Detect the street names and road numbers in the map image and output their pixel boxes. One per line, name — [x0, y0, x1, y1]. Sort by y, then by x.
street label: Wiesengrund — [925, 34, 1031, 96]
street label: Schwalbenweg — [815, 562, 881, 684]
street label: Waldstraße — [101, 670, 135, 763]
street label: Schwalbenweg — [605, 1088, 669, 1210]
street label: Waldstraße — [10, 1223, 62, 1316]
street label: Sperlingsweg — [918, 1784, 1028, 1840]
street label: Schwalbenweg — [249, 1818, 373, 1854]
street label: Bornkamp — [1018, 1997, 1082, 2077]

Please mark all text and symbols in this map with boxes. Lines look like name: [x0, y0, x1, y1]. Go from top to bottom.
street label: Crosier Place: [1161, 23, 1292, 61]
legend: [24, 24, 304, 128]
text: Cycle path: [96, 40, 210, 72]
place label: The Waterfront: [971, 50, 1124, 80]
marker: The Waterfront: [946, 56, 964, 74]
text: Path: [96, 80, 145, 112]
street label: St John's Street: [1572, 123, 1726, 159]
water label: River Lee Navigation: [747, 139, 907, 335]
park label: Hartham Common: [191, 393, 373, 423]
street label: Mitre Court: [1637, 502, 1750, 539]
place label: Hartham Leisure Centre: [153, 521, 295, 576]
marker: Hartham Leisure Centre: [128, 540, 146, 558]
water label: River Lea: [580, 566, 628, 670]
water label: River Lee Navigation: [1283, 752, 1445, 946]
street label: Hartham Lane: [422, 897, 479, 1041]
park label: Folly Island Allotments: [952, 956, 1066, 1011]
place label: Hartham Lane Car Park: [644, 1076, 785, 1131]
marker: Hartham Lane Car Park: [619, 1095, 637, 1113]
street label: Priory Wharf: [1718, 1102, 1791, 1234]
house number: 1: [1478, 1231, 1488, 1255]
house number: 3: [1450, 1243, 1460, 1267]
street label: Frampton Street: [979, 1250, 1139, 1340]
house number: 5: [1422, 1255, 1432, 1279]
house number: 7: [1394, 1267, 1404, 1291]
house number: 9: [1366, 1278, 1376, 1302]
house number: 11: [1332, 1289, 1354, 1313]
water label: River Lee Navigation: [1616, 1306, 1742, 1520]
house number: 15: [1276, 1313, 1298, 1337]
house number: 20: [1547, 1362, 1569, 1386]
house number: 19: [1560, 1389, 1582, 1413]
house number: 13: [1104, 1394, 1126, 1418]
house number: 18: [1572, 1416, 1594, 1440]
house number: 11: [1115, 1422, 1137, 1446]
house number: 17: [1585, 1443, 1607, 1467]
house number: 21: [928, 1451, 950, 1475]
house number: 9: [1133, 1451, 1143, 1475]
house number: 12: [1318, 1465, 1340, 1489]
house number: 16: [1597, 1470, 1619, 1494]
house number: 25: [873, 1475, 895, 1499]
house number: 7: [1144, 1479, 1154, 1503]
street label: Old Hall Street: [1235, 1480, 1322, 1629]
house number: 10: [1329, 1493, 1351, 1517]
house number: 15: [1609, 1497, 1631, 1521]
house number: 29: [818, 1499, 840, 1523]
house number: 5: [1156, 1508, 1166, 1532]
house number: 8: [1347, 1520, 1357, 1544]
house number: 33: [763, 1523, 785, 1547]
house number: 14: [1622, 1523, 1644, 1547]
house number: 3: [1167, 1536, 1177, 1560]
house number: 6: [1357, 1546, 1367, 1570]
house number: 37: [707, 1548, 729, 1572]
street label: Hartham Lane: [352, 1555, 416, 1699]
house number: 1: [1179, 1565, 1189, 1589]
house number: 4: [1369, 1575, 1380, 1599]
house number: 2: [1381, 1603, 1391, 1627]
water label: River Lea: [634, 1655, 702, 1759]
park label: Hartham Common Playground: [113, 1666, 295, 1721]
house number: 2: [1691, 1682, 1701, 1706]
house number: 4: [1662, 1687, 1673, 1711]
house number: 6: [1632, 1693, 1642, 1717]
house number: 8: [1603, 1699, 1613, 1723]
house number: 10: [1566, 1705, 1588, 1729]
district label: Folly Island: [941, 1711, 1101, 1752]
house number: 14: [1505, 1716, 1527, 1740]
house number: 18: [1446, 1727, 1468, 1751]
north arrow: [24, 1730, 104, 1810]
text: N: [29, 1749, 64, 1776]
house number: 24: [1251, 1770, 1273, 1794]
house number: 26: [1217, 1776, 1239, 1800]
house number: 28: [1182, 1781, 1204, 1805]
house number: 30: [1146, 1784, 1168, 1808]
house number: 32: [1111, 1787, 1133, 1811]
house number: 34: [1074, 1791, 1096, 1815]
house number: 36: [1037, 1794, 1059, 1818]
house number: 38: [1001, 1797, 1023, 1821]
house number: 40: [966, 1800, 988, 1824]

········

**WHAT TO DO:** Every record above is to be copied exactly.

**RESPONSE BOX:**
Detect the street names and road numbers in the map image and output their pixel boxes. One per line, name — [x0, y0, x1, y1]. Sort by y, then by x.
street label: Wiesengrund — [925, 34, 1031, 96]
street label: Schwalbenweg — [815, 562, 881, 684]
street label: Waldstraße — [101, 670, 135, 763]
street label: Schwalbenweg — [605, 1088, 669, 1210]
street label: Waldstraße — [10, 1223, 62, 1316]
street label: Sperlingsweg — [918, 1784, 1028, 1840]
street label: Schwalbenweg — [249, 1818, 373, 1854]
street label: Bornkamp — [1018, 1997, 1082, 2077]

Please mark all text and symbols in this map with boxes. Lines look like name: [x0, y0, x1, y1]. Go from top to bottom.
street label: Crosier Place: [1161, 23, 1292, 61]
legend: [24, 24, 304, 128]
text: Cycle path: [96, 40, 210, 72]
place label: The Waterfront: [971, 50, 1124, 80]
marker: The Waterfront: [946, 56, 964, 74]
text: Path: [96, 80, 145, 112]
street label: St John's Street: [1572, 123, 1726, 159]
water label: River Lee Navigation: [747, 139, 907, 335]
park label: Hartham Common: [191, 393, 373, 423]
street label: Mitre Court: [1637, 502, 1750, 539]
place label: Hartham Leisure Centre: [153, 521, 295, 576]
marker: Hartham Leisure Centre: [128, 540, 146, 558]
water label: River Lea: [580, 566, 628, 670]
water label: River Lee Navigation: [1283, 752, 1445, 946]
street label: Hartham Lane: [422, 897, 479, 1041]
park label: Folly Island Allotments: [952, 956, 1066, 1011]
place label: Hartham Lane Car Park: [644, 1076, 785, 1131]
marker: Hartham Lane Car Park: [619, 1095, 637, 1113]
street label: Priory Wharf: [1718, 1102, 1791, 1234]
house number: 1: [1478, 1231, 1488, 1255]
house number: 3: [1450, 1243, 1460, 1267]
street label: Frampton Street: [979, 1250, 1139, 1340]
house number: 5: [1422, 1255, 1432, 1279]
house number: 7: [1394, 1267, 1404, 1291]
house number: 9: [1366, 1278, 1376, 1302]
house number: 11: [1332, 1289, 1354, 1313]
water label: River Lee Navigation: [1616, 1306, 1742, 1520]
house number: 15: [1276, 1313, 1298, 1337]
house number: 20: [1547, 1362, 1569, 1386]
house number: 19: [1560, 1389, 1582, 1413]
house number: 13: [1104, 1394, 1126, 1418]
house number: 18: [1572, 1416, 1594, 1440]
house number: 11: [1115, 1422, 1137, 1446]
house number: 17: [1585, 1443, 1607, 1467]
house number: 21: [928, 1451, 950, 1475]
house number: 9: [1133, 1451, 1143, 1475]
house number: 12: [1318, 1465, 1340, 1489]
house number: 16: [1597, 1470, 1619, 1494]
house number: 25: [873, 1475, 895, 1499]
house number: 7: [1144, 1479, 1154, 1503]
street label: Old Hall Street: [1235, 1480, 1322, 1629]
house number: 10: [1329, 1493, 1351, 1517]
house number: 15: [1609, 1497, 1631, 1521]
house number: 29: [818, 1499, 840, 1523]
house number: 5: [1156, 1508, 1166, 1532]
house number: 8: [1347, 1520, 1357, 1544]
house number: 33: [763, 1523, 785, 1547]
house number: 14: [1622, 1523, 1644, 1547]
house number: 3: [1167, 1536, 1177, 1560]
house number: 6: [1357, 1546, 1367, 1570]
house number: 37: [707, 1548, 729, 1572]
street label: Hartham Lane: [352, 1555, 416, 1699]
house number: 1: [1179, 1565, 1189, 1589]
house number: 4: [1369, 1575, 1380, 1599]
house number: 2: [1381, 1603, 1391, 1627]
water label: River Lea: [634, 1655, 702, 1759]
park label: Hartham Common Playground: [113, 1666, 295, 1721]
house number: 2: [1691, 1682, 1701, 1706]
house number: 4: [1662, 1687, 1673, 1711]
house number: 6: [1632, 1693, 1642, 1717]
house number: 8: [1603, 1699, 1613, 1723]
house number: 10: [1566, 1705, 1588, 1729]
district label: Folly Island: [941, 1711, 1101, 1752]
house number: 14: [1505, 1716, 1527, 1740]
house number: 18: [1446, 1727, 1468, 1751]
north arrow: [24, 1730, 104, 1810]
text: N: [29, 1749, 64, 1776]
house number: 24: [1251, 1770, 1273, 1794]
house number: 26: [1217, 1776, 1239, 1800]
house number: 28: [1182, 1781, 1204, 1805]
house number: 30: [1146, 1784, 1168, 1808]
house number: 32: [1111, 1787, 1133, 1811]
house number: 34: [1074, 1791, 1096, 1815]
house number: 36: [1037, 1794, 1059, 1818]
house number: 38: [1001, 1797, 1023, 1821]
house number: 40: [966, 1800, 988, 1824]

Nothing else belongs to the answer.